In other words, our evaluation process has indicated that we are not overfitting. In fact, we may be underfitting because linear regression is not a very complex model.
Just for the sake of example, here is a model that is overfit to the data. Don't worry about the model algorithm being shown! Instead, just look at the MSE for the train vs. test set, using the same preprocessed data:
from sklearn.tree import DecisionTreeRegressor
other_model = DecisionTreeRegressor(random_state=42)
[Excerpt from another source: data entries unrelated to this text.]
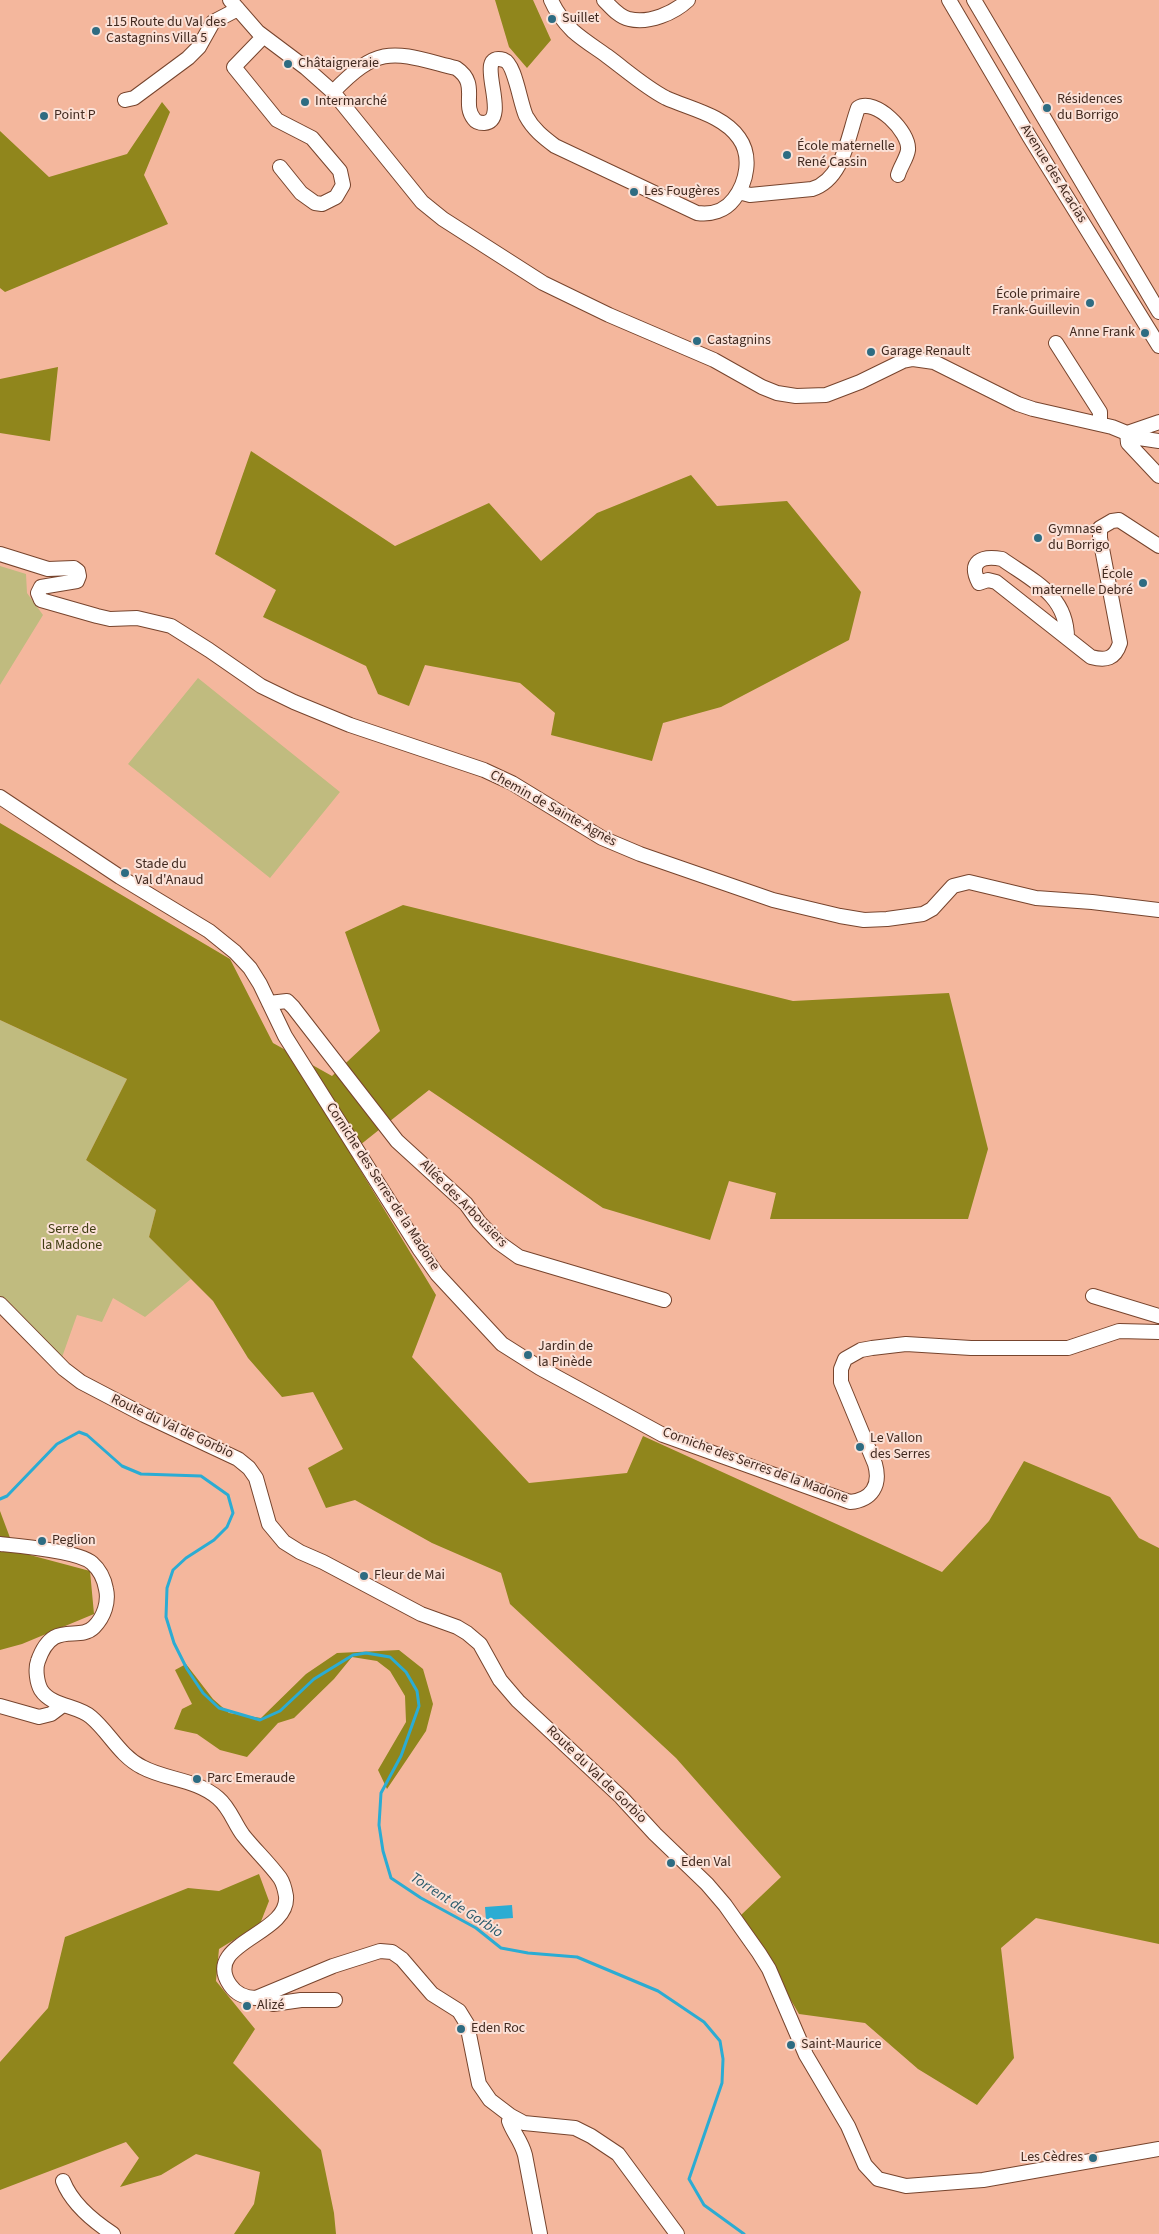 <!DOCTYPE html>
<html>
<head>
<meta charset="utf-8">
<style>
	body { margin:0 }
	canvas { display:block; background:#f4b79d }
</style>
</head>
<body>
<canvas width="1159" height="2234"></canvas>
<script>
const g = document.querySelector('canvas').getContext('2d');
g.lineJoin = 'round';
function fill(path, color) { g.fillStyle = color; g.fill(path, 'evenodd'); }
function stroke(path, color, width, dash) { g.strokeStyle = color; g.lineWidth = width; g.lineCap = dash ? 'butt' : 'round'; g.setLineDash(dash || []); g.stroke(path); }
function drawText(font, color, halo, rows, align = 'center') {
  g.font = font + ' "Source Sans 3",sans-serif'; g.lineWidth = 4; g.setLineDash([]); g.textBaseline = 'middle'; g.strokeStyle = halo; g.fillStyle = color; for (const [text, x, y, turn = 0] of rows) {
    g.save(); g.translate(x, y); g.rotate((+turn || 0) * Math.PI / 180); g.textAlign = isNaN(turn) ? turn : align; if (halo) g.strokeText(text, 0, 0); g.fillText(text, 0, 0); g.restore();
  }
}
const green = new Path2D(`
	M 0,566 L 26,574 L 27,593 L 43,615 L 0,685 Z
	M 198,678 L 340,792 L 270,878 L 128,764 Z
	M 0,1020 L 127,1079 L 86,1160 L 156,1210 L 149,1237 L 191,1279 L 145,1317 L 113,1298 L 102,1322 L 77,1315 L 61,1360 L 13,1306 L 0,1298 Z`);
const forest = new Path2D(`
	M 495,0 L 533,0 L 551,40 L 527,68 L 509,47 Z
	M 162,102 L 170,112 L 144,175 L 168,224 L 5,292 L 0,288 L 0,131 L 49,177 L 127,154 Z
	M 58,367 L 50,441 L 0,433 L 0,379 Z
	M 251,451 L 395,546 L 489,503 L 541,561 L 597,513 L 691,475 L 717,506 L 787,501 L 861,592 L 849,640 L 721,707 L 663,723 L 652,761 L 551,735 L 555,713 L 520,683 L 425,665 L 409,706 L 378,694 L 366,666 L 263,617 L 276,590 L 215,554 Z
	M 0,823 L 230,959 L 273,1043 L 332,1076 L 380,1031 L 345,932 L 403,905 L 793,1001 L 949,993 L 988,1149 L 968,1219 L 770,1219 L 776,1193 L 729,1181 L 710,1240 L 603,1208 L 429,1090 L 350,1153 L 436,1295 L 412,1357 L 529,1483 L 627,1473 L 643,1436 L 942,1572 L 989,1521 L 1024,1461 L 1110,1497 L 1139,1538 L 1159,1548 L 1159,1944 L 1036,1918 L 1001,1948 L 1014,2058 L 977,2105 L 918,2069 L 865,2023 L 799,2014 L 741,1915 L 781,1877 L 676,1758 L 510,1604 L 501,1573 L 432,1543 L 355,1500 L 326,1508 L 308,1468 L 343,1449 L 313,1392 L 282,1397 L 248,1358 L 213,1301 L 149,1237 L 156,1210 L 86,1160 L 127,1079 L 0,1020 Z
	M 0,1511 L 15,1551 L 90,1571 L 94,1614 L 22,1644 L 0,1650 Z
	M 399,1650 L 423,1669 L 433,1704 L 426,1731 L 387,1789 L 378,1770 L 406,1722 L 405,1696 L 390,1671 L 377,1661 L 352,1657 L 334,1679 L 294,1718 L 278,1723 L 247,1757 L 220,1750 L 197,1734 L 174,1729 L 182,1709 L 192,1704 L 175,1670 L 186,1664 L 213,1699 L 229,1713 L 261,1718 L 306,1674 L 337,1653 Z
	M 259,1874 L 269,1901 L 260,1924 L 219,1949 L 216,1981 L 255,2029 L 233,2063 L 321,2150 L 334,2213 L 336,2234 L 234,2234 L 254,2204 L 260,2172 L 196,2154 L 161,2175 L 120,2187 L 139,2158 L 126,2142 L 0,2190 L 0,2062 L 48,2008 L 65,1937 L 188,1888 L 219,1891 Z`);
const water = new Path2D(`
	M 512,1905 L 513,1918 L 486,1920 L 485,1907 Z`);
const stream = new Path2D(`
	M 0,1499 L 7,1496 L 57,1444 L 79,1432 L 87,1435 L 122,1466 L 141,1474 L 201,1476 L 228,1495 L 233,1513 L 227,1527 L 214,1540 L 186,1558 L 173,1570 L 167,1588 L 166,1617 L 174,1643 L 187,1669 L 203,1693 L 219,1708 L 260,1720 L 280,1711 L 314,1679 L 353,1655 L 366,1653 L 390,1657 L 406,1672 L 417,1691 L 419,1706 L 401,1756 L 381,1793 L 379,1825 L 383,1851 L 391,1878 L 421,1898 L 476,1928 L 501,1948 L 528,1953 L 577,1957 L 658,1991 L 704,2022 L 720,2041 L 723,2059 L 722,2083 L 689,2179 L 704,2205 L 744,2234`);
const minor = new Path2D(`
	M 230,0 L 258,32 L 306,68 L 333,92 L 422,202 L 443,219 L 543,283 L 609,315 L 714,360 L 762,387 L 777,393 L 796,396 L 826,395 L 860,382 L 903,361 L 913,359 L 934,362 L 1018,404 L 1033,409 L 1112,427 L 1139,438 L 1159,441
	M 604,0 C 611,7 619,17 629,19 C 649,24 674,13 688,0
	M 949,0 L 1029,136 L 1159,346
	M 974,0 L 1159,312
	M 263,37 L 234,67 L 277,120 L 312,138 L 340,171 L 343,185 L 336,197 L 322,204 L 315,203 L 301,193 L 280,167
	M 333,92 C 381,42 395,53 456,68 C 480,84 461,103 474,119 C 476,122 480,123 484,123 C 513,120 471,50 504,60 C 515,64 520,103 526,116 C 533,129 543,137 555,146 L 697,213 C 711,215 725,211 734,199 C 747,182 752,156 739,138 C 723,115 690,109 666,98 C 645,87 626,70 607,56 C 596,48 583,40 573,31 C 564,22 556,12 551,0
	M 125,100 L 134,98 L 188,58 L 199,47 L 213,22 L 238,9
	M 739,192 L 750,195 L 812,189 C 844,179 848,135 858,108 C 875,97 910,132 908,150 C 907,158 900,167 898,175
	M 1056,343 L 1100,412 L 1100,424
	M 1127,433 L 1128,443 L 1159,476
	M 1127,433 L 1159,422
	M 0,554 L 48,569 L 74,568 L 78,571 L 79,576 L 77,581 L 41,587 L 38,593 L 41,600 L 97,616 L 110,619 L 137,618 L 171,626 L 209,650 L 261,686 L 294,702 L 350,725 L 484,770 L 512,783 L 602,838 L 640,854 L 773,900 L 840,916 L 864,920 L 887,919 L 923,914 L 932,909 L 953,886 L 969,882 L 1036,898 L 1092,902 L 1159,910
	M 1067,638 C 1067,595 1033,581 1002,559 C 981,555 968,562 979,583 L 988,580 L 996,582 L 1091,657 C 1106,661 1115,659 1120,643 L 1100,538 L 1100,528 L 1112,521 L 1119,520 L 1159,546
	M 0,797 L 120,877 L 209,931 L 235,952 L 250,968 L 260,984 L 285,1036 L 420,1250 L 437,1274 L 502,1344 L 540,1368 L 663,1435 L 850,1502 C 872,1500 881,1485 875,1464 L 841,1382 L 841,1369 L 845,1359 L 861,1350 L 872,1348 L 906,1344 L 971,1348 L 1068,1348 L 1119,1331 L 1159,1332
	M 269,1003 L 287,1001 L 293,1007 L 397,1141 L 466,1204 L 479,1222 L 498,1242 L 519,1257 L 664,1300
	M 1093,1296 L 1159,1316
	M 0,1304 L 64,1369 L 81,1382 L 144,1415 L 238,1459 L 249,1468 L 256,1478 L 269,1524 L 284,1542 L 300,1552 L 323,1562 L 421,1614 L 457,1627 L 467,1633 L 480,1644 L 500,1680 L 518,1701 L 621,1797 L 655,1834 L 707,1884 L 725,1905 L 759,1953 L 769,1969 L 806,2055 L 848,2126 L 865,2165 L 878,2179 L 906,2186 L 983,2180 L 1159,2149
	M 0,1544 C 20,1546 78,1551 92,1563 C 100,1570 104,1578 106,1589 C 109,1602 104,1617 94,1627 C 78,1643 53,1618 38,1661 C 35,1669 37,1683 41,1690 C 52,1707 77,1705 91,1717 C 109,1732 120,1756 142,1767 C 166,1780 196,1779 218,1798 C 230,1808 234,1823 243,1835 C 255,1850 269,1863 280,1878 C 284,1884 285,1890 286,1896 C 290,1935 201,1943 230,1985 C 236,1994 246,1998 256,1998 L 333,1966 L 380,1951 L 392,1952 L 402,1959 L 432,1994 L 459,2011 L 467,2024 L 479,2084 L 490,2100 L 511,2116 L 524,2123 L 575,2128 L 591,2136 L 618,2154 L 677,2234
	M 0,1706 L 39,1717 L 51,1714 L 63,1705
	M 263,1997 L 266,2001 L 273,2004 L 301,2000 L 335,2000
	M 511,2116 L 509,2121 C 513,2133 521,2140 525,2155 L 540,2234
	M 63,2181 C 72,2204 93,2221 113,2234`);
const markers = [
	[552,19,5,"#2e6c82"],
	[96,31,5,"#2e6c82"],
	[288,64,5,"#2e6c82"],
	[305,102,5,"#2e6c82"],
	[1047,108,5,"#2e6c82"],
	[44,116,5,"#2e6c82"],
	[787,155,5,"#2e6c82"],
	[634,192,5,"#2e6c82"],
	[1090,303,5,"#2e6c82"],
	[1145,333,5,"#2e6c82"],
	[697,341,5,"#2e6c82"],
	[871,352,5,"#2e6c82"],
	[1038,538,5,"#2e6c82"],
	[1143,583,5,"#2e6c82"],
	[125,873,5,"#2e6c82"],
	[528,1355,5,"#2e6c82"],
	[860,1447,5,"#2e6c82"],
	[42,1541,5,"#2e6c82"],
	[364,1576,5,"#2e6c82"],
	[197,1779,5,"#2e6c82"],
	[671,1863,5,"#2e6c82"],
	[247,2006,5,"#2e6c82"],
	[461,2029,5,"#2e6c82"],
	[791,2045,5,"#2e6c82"],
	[1093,2158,5,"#2e6c82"]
];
const poiNames = [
	["Suillet",562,19],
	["115 Route du Val des",106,23],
	["Castagnins Villa 5",106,39],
	["Châtaigneraie",298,64],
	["Résidences",1057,100],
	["du Borrigo",1057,116],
	["Intermarché",315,102],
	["Point P",54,116],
	["École maternelle",797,147],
	["René Cassin",797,163],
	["Les Fougères",644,192],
	["École primaire",1080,295,"right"],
	["Frank-Guillevin",1080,311,"right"],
	["Anne Frank",1135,333,"right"],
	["Castagnins",707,341],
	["Garage Renault",881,352],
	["Gymnase",1048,530],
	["du Borrigo",1048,546],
	["École",1133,575,"right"],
	["maternelle Debré",1133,591,"right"],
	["Stade du",135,865],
	["Val d'Anaud",135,881],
	["Jardin de",538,1347],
	["la Pinède",538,1363],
	["Le Vallon",870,1439],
	["des Serres",870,1455],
	["Peglion",52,1541],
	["Fleur de Mai",374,1576],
	["Parc Emeraude",207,1779],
	["Eden Val",681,1863],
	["Alizé",257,2006],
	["Eden Roc",471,2029],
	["Saint-Maurice",801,2045],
	["Les Cèdres",1083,2158,"right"]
];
const streetNames = [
	["Avenue des Acacias",1053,174,58],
	["Chemin de Sainte-Agnès",553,809,29],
	["Corniche des Serres de la Madone",382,1187,57],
	["Allée des Arbousiers",463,1204,45],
	["Route du Val de Gorbio",172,1427,25],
	["Corniche des Serres de la Madone",755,1466,20],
	["Route du Val de Gorbio",596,1775,44]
];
const parkNames = [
	["Serre de",72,1230],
	["la Madone",72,1246]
];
const waterNames = [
	["Torrent de Gorbio",456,1906,33]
];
fill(green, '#c0bb7f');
fill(forest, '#90861c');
fill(water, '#2bacd3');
stroke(stream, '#2bacd3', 3);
stroke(minor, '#77442d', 16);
stroke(minor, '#fff', 14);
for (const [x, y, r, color] of markers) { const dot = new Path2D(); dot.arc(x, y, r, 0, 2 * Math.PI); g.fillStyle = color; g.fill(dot); stroke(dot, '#fbe1d7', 2); }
drawText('14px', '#422a20', '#fbe1d7', poiNames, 'left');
drawText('14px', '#422a20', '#fbe1d7', streetNames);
drawText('14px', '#3f3c12', '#fbe1d7', parkNames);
drawText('italic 15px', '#295a6b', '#fbe1d7', waterNames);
</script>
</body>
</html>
other_model.fit(X_train_tr, y_train)
other_train_mse = mean_squared_error(y_train, other_model.predict(X_train_tr))
other_test_mse = mean_squared_error(y_test, other_model.predict(X_test_tr))
print('Train Mean Squared Error:', other_train_mse)
print('Test Mean Squared Error:', other_test_mse)
Train Mean Squared Error: 0.0
Test Mean Squared Error: 11.403164556962025
This model initially seems great...0 MSE for the training data! But then you see that it is performing worse than our linear regression model on the test data. This model is overfitting.
This blog post shows a walkthrough of the key steps for model validation with train-test split and scikit-learn.
In this lesson, you learned the importance of the train-test split approach and used one of the most popular metrics for evaluating regression models, (R)MSE. You also saw how to use the train_test_split
function from sklearn
to split your data into training and test sets, and then evaluated whether models were overfitting using metrics on those training and test sets.